A new brain map, based on multiple scans of more than 400 individuals, has carved the "cortex" into 180 different compartments – 97 of which are new. This crumpled outer layer of the brain is home to our advanced cognition, perception and movement. This new effort is a landmark attempt at a modern atlas.
The work is reported in Nature and the data is available to scientists online. It the most significant result to date from the Human Connectome Project, a US-led collaboration aimed at unravelling the wiring of the human brain and how it affects behaviour.
Dr Emma Robinson, now at Imperial College London, is a co-author of the Nature paper and was part of the Oxford University team which built software to analyse the project’s huge streams of data. "This is the culmination of the entire HCP project that we’ve been working towards," she told BBC News.
"This paper is really a mammoth effort by Matthew Glasser and David Van Essen (of Washington University in St Louis, Missouri) – manually labelling brain regions, but also pulling together all the streams that we’ve been working on, trying to collect incredibly high quality images and state-of-the-art imaging processing techniques."
The team used several different types of information, derived from lengthy scanning sessions of 210 people, to define the boundaries of 180 areas in each brain hemisphere.
To begin with, there were physical properties to consider – such as the amount of myelin, the substance which wraps nerve fibres, detected throughout the cortex; or variations in the folding and the thickness of the cortex.
But the researchers also looked at brain activity.
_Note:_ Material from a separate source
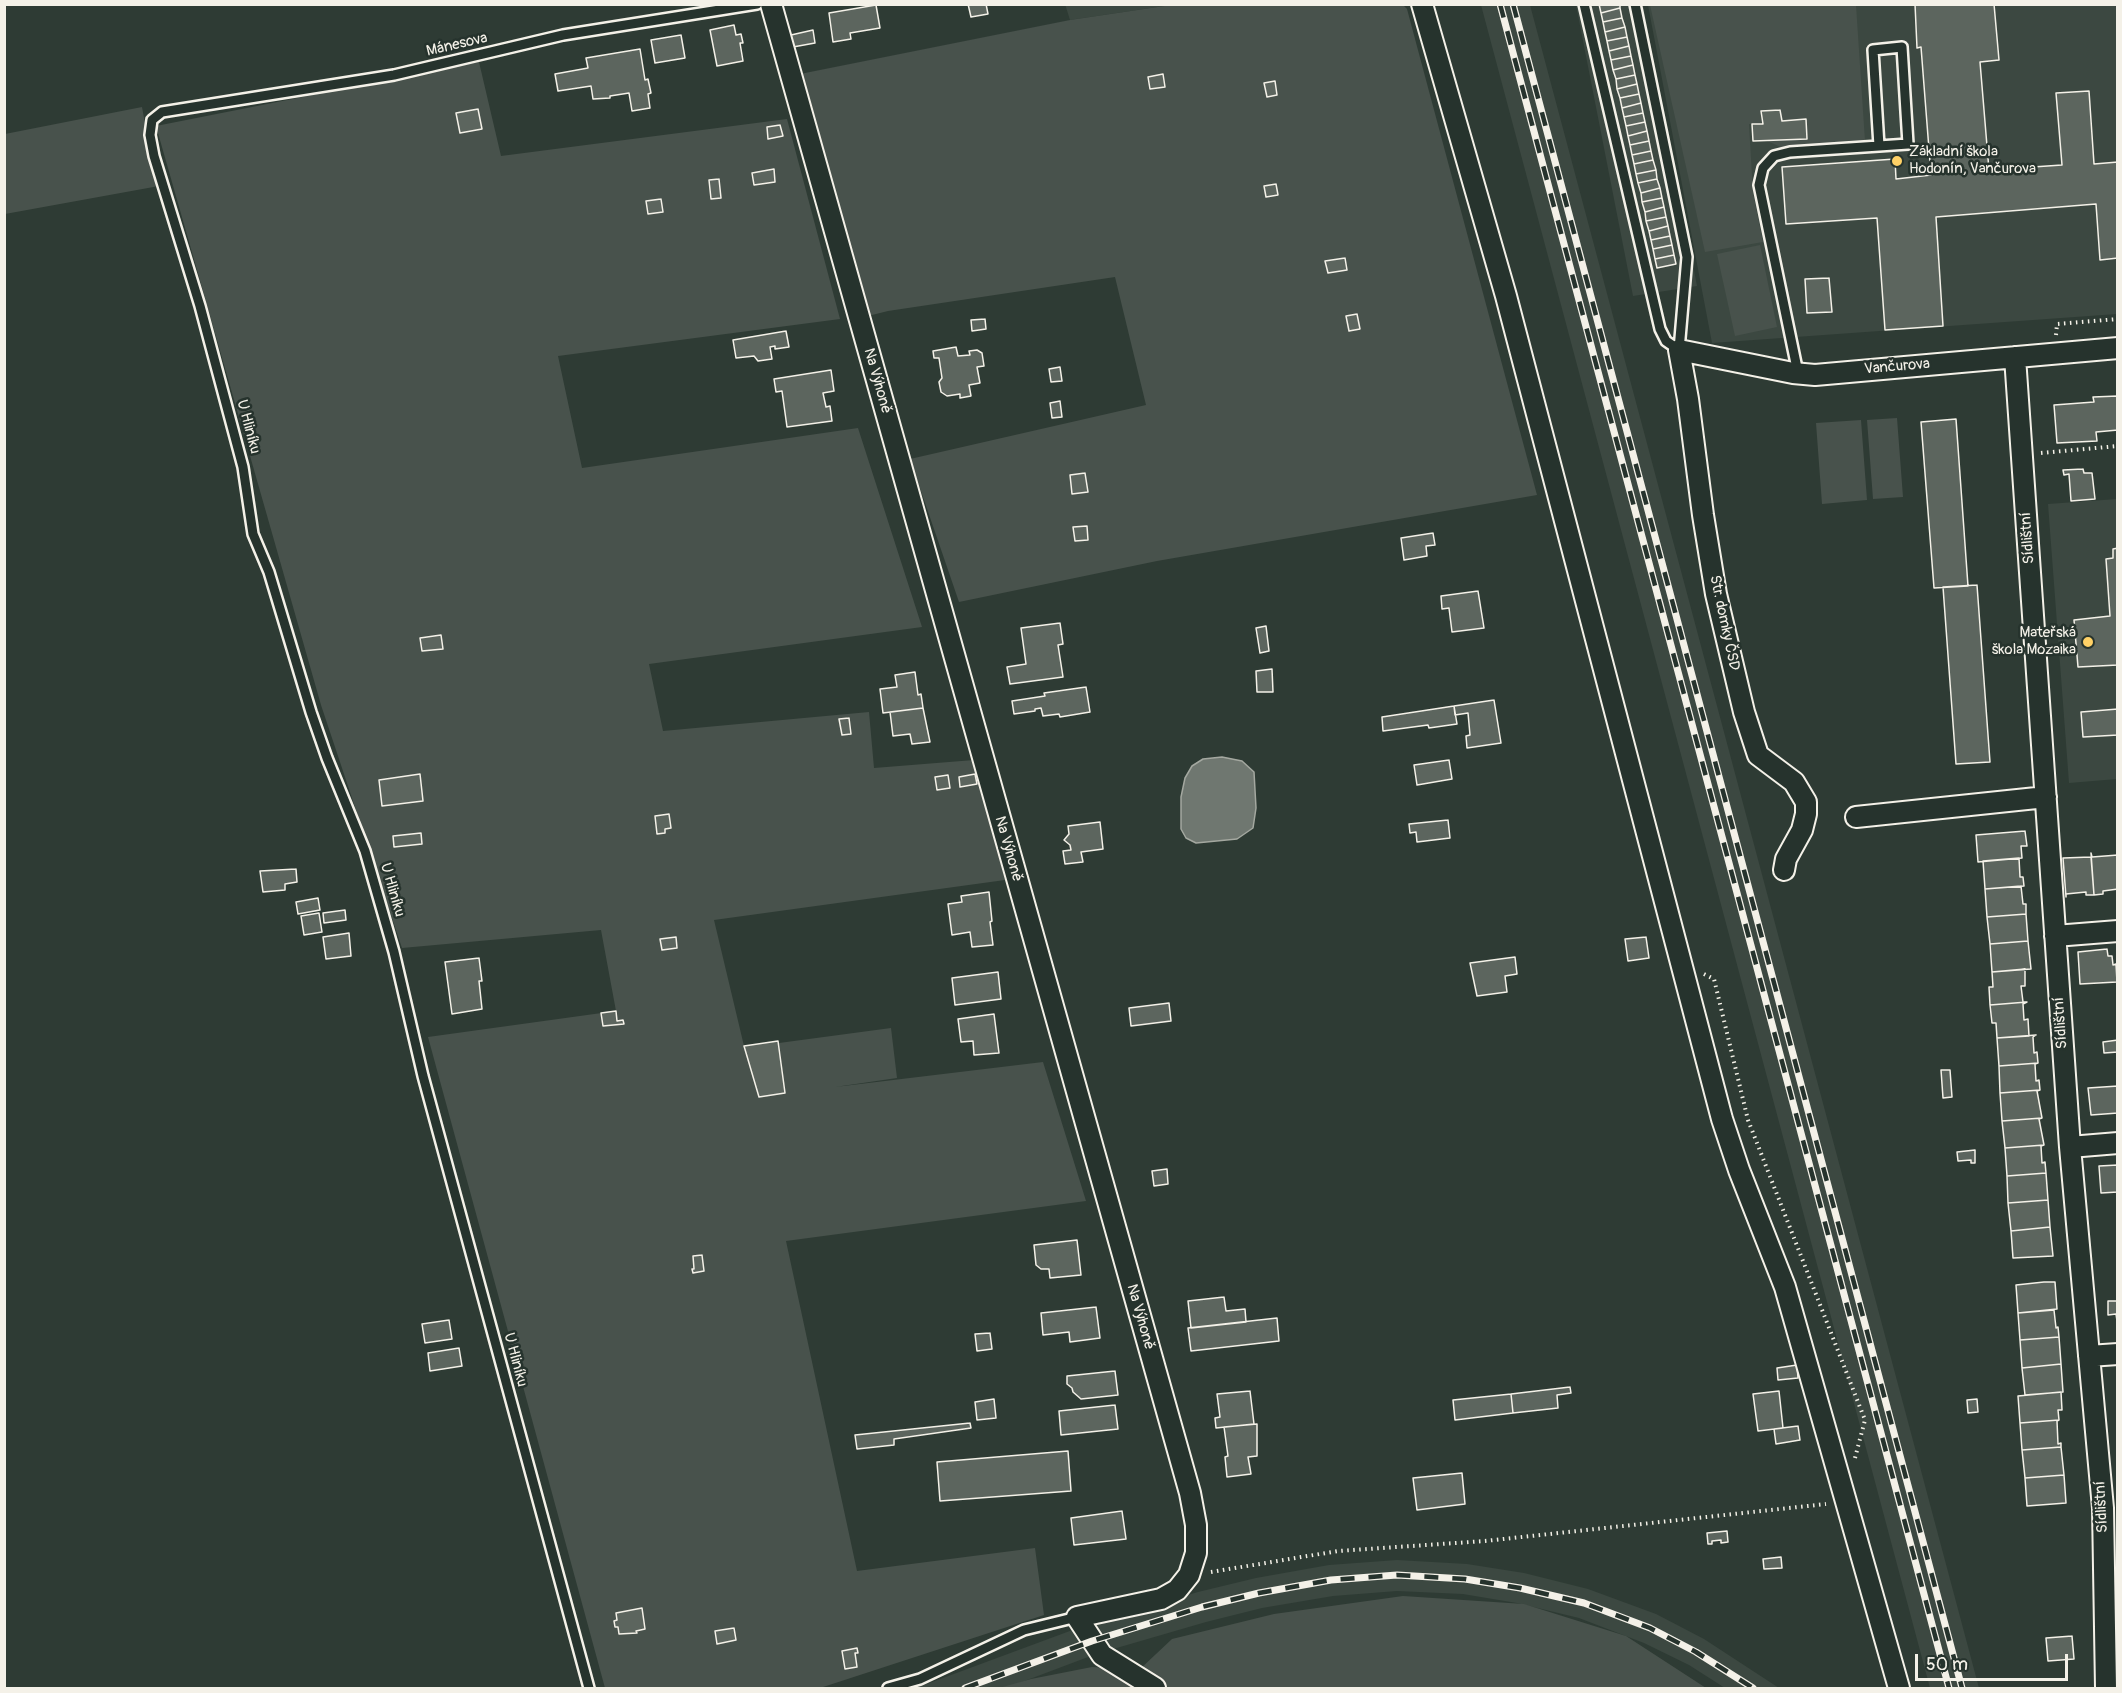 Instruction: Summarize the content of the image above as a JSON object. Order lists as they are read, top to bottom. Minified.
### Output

Which regions were activated by particular tasks – reading as opposed to gambling, for example? And to what extent was activity in one area correlated and coordinated with activity elsewhere?
fter using automatic computational tools to separate those 180 areas, the team set about testing and confirming the results on a fresh sample of 210 individual brains.
There were, perhaps inevitably, some differences between individuals, but brain researchers have welcomed the map as the most detailed human brain atlas to date.
Prof Tim Behrens, another computational neuroscientist at the University of Oxford, is involved in the HCP but was not an author on the new paper – which he described as "awe inspiring".
"Obviously there are a bunch of people who have done parcellations before. But this one is extraordinary because of the level of precision.
"Every one of those 180 areas in this paper is described in detail – its relation to the previous literature, its functional properties, its anatomical properties… Nobody will do as good a job as this for a long time.
"It will now be the parcellation that is used by all of neuroscience, I would think."